笠置山が落ちた時、帝から離れて逃げることができなかった北畠具行は斬られた。護良は一千の兵を率いて吉野金剛山寺に入り、吉野に倒幕の旗を掲げたという令旨を全国に飛ばした。帝は民の上に立つのではない、民そのものだ、それを帝はどこまで理解してくれているのか。正成は千早城と赤坂城の構築を急いだ。大軍の京への発向と同時に、赤松円心が挙兵した。大塔宮には生き延びて貰わねばならぬとの正成の言に大塔宮も承知した。吉野に七万、千早赤坂にも七万。三千規模の軍勢が赤坂城に攻めかかり、九度撃退されては攻撃することを繰り返した。円心が初めて錦旗を掲げた。坂東の大軍が全力で正成と大塔宮を潰しにかかろうとする今こそ、正成を潰させないための戦を起こした。それが円心の秋だった。六波羅は攻囲軍の中から1万5千を刺して播磨に向けたが、円心の攻撃により摂津の原野に散らばって消えていった。雷鳴は続いていた(第5章 雷鳴)。
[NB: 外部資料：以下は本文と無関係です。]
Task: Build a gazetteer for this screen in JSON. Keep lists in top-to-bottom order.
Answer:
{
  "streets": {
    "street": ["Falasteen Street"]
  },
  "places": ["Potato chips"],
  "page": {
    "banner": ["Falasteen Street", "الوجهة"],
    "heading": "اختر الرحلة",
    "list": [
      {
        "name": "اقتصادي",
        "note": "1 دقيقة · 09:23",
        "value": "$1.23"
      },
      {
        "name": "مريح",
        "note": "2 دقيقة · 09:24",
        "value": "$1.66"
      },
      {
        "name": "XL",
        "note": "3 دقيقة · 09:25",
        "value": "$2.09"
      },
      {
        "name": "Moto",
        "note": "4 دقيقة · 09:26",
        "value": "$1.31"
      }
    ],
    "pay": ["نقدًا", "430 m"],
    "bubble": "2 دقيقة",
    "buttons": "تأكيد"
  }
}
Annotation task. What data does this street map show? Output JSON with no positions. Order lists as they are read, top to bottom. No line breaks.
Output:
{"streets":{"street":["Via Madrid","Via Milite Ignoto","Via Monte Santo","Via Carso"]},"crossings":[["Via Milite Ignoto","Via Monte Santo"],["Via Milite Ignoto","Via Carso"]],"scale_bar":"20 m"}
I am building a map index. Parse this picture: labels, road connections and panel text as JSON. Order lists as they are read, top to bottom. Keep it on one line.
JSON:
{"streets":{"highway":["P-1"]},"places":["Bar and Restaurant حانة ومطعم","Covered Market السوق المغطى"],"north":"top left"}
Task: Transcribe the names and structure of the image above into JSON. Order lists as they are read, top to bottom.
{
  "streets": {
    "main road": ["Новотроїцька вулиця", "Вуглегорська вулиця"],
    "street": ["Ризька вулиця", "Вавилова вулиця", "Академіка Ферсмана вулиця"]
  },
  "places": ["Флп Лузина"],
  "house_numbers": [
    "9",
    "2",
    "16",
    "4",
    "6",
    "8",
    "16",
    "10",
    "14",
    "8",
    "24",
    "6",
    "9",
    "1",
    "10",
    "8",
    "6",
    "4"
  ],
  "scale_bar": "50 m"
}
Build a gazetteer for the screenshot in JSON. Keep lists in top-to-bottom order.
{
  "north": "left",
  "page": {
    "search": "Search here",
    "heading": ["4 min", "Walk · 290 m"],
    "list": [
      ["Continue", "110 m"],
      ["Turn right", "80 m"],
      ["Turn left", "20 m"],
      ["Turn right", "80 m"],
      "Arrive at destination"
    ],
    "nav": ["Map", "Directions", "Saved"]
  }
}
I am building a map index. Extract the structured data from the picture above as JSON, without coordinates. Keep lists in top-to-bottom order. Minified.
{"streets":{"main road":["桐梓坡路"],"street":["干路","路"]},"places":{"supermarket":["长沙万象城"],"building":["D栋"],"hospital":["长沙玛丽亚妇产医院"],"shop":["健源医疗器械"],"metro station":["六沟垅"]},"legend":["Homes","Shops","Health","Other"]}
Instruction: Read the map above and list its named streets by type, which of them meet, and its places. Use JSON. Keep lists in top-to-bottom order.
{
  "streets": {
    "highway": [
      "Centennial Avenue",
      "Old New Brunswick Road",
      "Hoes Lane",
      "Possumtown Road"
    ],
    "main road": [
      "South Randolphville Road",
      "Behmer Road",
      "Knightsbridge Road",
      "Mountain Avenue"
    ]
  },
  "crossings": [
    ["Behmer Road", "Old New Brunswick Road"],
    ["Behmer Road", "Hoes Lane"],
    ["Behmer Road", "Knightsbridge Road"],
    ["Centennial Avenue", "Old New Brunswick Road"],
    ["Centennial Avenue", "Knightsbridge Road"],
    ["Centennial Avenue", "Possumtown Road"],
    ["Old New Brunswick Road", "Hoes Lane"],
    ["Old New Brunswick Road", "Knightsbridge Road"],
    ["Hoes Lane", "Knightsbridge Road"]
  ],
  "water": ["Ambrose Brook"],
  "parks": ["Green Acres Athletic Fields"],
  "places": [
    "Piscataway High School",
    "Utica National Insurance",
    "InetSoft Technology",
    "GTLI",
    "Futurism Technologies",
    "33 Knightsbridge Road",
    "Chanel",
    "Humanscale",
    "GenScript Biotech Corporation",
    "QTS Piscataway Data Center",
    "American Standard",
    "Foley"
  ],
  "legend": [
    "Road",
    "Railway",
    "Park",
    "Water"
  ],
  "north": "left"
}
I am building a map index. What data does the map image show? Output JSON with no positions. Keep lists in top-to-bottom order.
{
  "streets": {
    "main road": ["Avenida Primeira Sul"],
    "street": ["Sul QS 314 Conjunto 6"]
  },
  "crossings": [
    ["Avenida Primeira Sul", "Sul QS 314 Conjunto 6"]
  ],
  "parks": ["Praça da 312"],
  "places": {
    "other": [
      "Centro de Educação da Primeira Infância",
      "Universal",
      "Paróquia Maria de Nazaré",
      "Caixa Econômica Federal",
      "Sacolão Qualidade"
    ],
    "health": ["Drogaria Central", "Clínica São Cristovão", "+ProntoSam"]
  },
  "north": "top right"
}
すべてが動き始めていた。まず赤坂城が落ちた。時を違えずして吉野が落ちた。千早城に籠るのは楠木一党の五百である。幕府軍は十数万に達していた。間断なく攻められ、兵たちの頬が削げ、眼は飛び出して異様な光を放ちつつある。大塔宮は敵の兵糧を襲った。中国でも瀬戸内海でも九州でも決起が起きていた。すべてが動き始めていた。円心は六波羅を落とすべくその寸前まで攻め込んだ。正成も円心も武士でなく悪党の力だけで六波羅を落とすことを目指していた。それでこそ大塔宮を京に入れ、京で軍勢を募ることができた。帝が隠岐から脱出し伯耆に入った。それを名和長嵩が迎えいれた。伊賀、大和で金王盛俊が指揮して御家人艘が幕府のために立ち上がるのを押さえていた。帝が全国に綸旨を出し始め、危惧した通り、高氏にも貞義にも出されたようだった。ただ反幕に踏み切る気配はなかった。籠城して半年が過ぎようとしていた。千早城疲労の極みに達していた。有力な武士だけは動いてほしくなかった。動いた時点で、武士と悪党の対決というかたちが崩れる。円心の赤松軍に名和長嵩が加われば、あるいは千種忠顕が連合が命じられていれば六波羅を落とすことが可能だった。だが帝は千種忠顕に大将を命じただけであったため千種忠顕軍は自分の功名心のため軍勢を京に差し向けて六波羅の軍勢に惨敗し、大きな可能性の芽を潰してしまった。円心が京への決死の攻撃をかけていた。4度、5度、7度、8度になり、10度を超えた。正成は13度の攻撃、寡兵で大軍に当たった。大塔宮も全力で動き回り、京への援兵を許さなかった。が、ここで足利高氏丹波篠村で反幕の旗を掲げた。この瞬間、正成が、大塔宮が、円心が思い描いた倒幕の形が崩れ去った。あとは倒幕という行為があるだけだった(第6章 陰翳)。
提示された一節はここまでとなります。